Opinion What It’s Really Like to Be ultra-Orthodox in America – and Illiterate in English
I stood aghast at the epic travesty: My own adult brother – an American citizen born to American citizens, raised inside its borders, a dad raising children of his own – could barely read a sentence in the language of his land
A voter casting a ballot in Kiryas Joel, New York, November 2, 2010. Mark Lennihan / AP
The issue of education among America’s
ultra-Orthodox Jews, particularly the Hasidic community, has received a great deal of press ink over the last few months, and for good reason.
The overwhelming majority of Hasidic children in the U.S., especially boys, do not receive a basic, rudimentary education.
This is a fact that is repeatedly
obfuscated by apologists and self-appointed spokespeople for the community, some of whom recently took to Twitter to refute all claims made – often pseudonymously – by parents whose children are in this system.
They have pilloried “Yaffed,” a group of yeshiva graduates and parents of yeshiva students who seek to
rectify this injustice by lobbying lawmakers to investigate yeshivas and institute the state-mandated educational standards – and lobbed ad-hominem attacks at its founder, Naftuli Moster.
Most recently, Rabbi Avi Shafran wrote an op-ed in Haaretz (“
U.S. Orthodox Jewish Kids Who Don’t Study English and Math Don’t Need Your Pity“) to make a grandiose statement: Hasidic children do not need the pity of outsiders seeking to implement change. “For many observant Jews, secular education has no intrinsic value; professions and jobs are simply ways to make a living and support one’s family,” Shafran wrote. And “consider just allowing such people their priorities…”
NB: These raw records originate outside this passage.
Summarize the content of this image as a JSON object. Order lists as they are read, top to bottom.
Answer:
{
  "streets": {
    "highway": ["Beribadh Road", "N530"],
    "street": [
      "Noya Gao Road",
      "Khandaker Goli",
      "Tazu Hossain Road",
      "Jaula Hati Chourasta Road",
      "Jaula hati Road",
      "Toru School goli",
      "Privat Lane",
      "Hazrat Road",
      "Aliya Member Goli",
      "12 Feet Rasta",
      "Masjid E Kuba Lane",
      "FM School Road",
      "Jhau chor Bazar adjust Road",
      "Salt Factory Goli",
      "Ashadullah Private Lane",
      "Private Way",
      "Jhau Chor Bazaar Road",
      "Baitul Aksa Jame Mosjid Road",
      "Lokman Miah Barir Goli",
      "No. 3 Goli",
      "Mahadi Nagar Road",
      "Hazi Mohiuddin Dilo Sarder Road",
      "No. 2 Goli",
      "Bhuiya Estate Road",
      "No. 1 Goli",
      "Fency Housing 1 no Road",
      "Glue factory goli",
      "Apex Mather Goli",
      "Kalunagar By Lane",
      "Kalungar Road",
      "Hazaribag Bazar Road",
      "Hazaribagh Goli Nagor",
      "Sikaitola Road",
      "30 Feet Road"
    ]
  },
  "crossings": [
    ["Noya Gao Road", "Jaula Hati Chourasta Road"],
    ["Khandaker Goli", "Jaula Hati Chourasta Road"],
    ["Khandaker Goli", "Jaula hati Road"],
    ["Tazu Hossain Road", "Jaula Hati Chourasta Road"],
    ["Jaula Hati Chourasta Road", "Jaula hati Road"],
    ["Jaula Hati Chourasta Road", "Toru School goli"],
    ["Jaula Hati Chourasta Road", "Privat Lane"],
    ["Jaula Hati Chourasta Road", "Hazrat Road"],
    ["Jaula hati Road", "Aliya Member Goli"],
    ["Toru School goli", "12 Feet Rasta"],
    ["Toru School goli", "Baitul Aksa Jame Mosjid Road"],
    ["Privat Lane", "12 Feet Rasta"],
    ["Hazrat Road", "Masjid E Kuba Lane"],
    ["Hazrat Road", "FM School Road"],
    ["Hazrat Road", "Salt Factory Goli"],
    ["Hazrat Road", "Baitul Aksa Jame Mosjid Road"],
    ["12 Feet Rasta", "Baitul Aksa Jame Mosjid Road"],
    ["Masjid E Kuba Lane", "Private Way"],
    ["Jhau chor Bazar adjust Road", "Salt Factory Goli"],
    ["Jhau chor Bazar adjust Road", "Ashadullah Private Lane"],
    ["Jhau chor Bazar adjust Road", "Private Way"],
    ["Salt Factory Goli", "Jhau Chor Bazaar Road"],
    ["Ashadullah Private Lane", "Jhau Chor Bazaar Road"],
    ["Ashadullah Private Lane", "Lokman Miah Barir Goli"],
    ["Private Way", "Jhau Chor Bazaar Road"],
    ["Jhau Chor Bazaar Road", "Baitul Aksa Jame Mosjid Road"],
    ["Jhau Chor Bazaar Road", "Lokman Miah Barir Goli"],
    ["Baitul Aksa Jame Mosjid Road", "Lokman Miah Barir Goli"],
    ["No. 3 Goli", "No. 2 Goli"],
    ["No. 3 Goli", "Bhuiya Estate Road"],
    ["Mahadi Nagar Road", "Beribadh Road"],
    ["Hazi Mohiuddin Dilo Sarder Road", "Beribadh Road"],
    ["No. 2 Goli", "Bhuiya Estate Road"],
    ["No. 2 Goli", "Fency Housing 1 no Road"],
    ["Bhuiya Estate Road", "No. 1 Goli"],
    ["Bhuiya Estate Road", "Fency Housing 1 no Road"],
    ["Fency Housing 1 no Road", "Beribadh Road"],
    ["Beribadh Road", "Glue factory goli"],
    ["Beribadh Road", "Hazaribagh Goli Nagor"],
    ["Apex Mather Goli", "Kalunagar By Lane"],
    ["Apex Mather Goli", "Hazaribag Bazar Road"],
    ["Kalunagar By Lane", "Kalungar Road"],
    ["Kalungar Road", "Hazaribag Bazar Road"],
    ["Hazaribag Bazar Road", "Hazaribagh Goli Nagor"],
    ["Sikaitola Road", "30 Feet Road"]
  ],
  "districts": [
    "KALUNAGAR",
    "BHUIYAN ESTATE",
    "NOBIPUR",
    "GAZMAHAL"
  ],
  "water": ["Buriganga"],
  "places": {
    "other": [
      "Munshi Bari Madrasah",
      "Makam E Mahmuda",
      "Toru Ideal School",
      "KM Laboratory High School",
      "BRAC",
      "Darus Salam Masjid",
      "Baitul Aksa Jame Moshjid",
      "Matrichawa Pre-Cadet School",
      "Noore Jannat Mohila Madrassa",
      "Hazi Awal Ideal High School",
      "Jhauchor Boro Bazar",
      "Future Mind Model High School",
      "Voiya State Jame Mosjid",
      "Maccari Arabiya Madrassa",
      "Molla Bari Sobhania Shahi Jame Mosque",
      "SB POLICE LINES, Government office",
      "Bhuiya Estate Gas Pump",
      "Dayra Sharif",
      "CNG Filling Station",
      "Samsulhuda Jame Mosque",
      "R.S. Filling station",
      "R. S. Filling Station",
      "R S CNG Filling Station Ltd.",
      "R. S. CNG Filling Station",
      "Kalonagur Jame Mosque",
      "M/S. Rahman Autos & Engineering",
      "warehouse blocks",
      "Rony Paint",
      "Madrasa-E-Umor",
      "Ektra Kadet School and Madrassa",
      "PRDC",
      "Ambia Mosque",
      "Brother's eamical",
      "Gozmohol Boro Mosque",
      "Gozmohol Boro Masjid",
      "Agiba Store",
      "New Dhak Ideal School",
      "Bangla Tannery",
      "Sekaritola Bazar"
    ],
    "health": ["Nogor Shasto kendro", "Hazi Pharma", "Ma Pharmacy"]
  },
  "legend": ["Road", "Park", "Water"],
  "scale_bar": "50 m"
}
Shafran, a man who purportedly values a comprehensive secular education and made sure his children received one, too, nevertheless disingenuously wishes to keep a portion of his brethren undereducated at best, and illiterate at worst.
In late March of this year, on the Jewish holiday of Purim, I visited my family in
Kiryas Joel, a Hasidic enclave nestled in the hills of New York’s Hudson Valley.
The streets were teeming with costumed children – clowns and cops, fancy ladies and doctors – and music blasted from loudspeakers. On that day, every year, the village turns into a festive, boisterous, almost-anything-goes circus; it’s a boozed-up Halloween of sorts.
Inside my parents’ home, crispy homemade challah was passed around on platters, then dipped into gelatin fish sauce and stuffed cabbage, followed by a bountiful spread of fish, kugels, elongated deli sandwiches, every kind of sweet and savory puffed-pastry turnover one could concoct, and enough wine and hamantaschen for days. The men danced around the table with a buoyant fervor, and the women gave the obligatory oohs and aahs for the children’s costumes.
An ultra-Orthodox man and children in Borough Park, Brooklyn, New York in 2012. (Illustrative photo) Nir Kafri
My son dressed as an average Joe: oversized t-shirt over a stuffed beer belly, cap that read “Proud ‘Merican.” One of my brothers attempted to read the five words on the t-shirt: “KEEP CALM AND DRINK BEER.” He started, bent in closer, fumbled. His wife came to his aid.
Everyone chuckled, as if watching a grown man with five kids stumble over words that a four-year-old should know is hilarious.
I stood there, aghast. I was witness to a travesty of epic proportions: here was an adult – a citizen of these United States, a boy born to American citizens, a kid raised inside its borders, a dad raising children of his own – who could not easily read a sentence in the language of his land.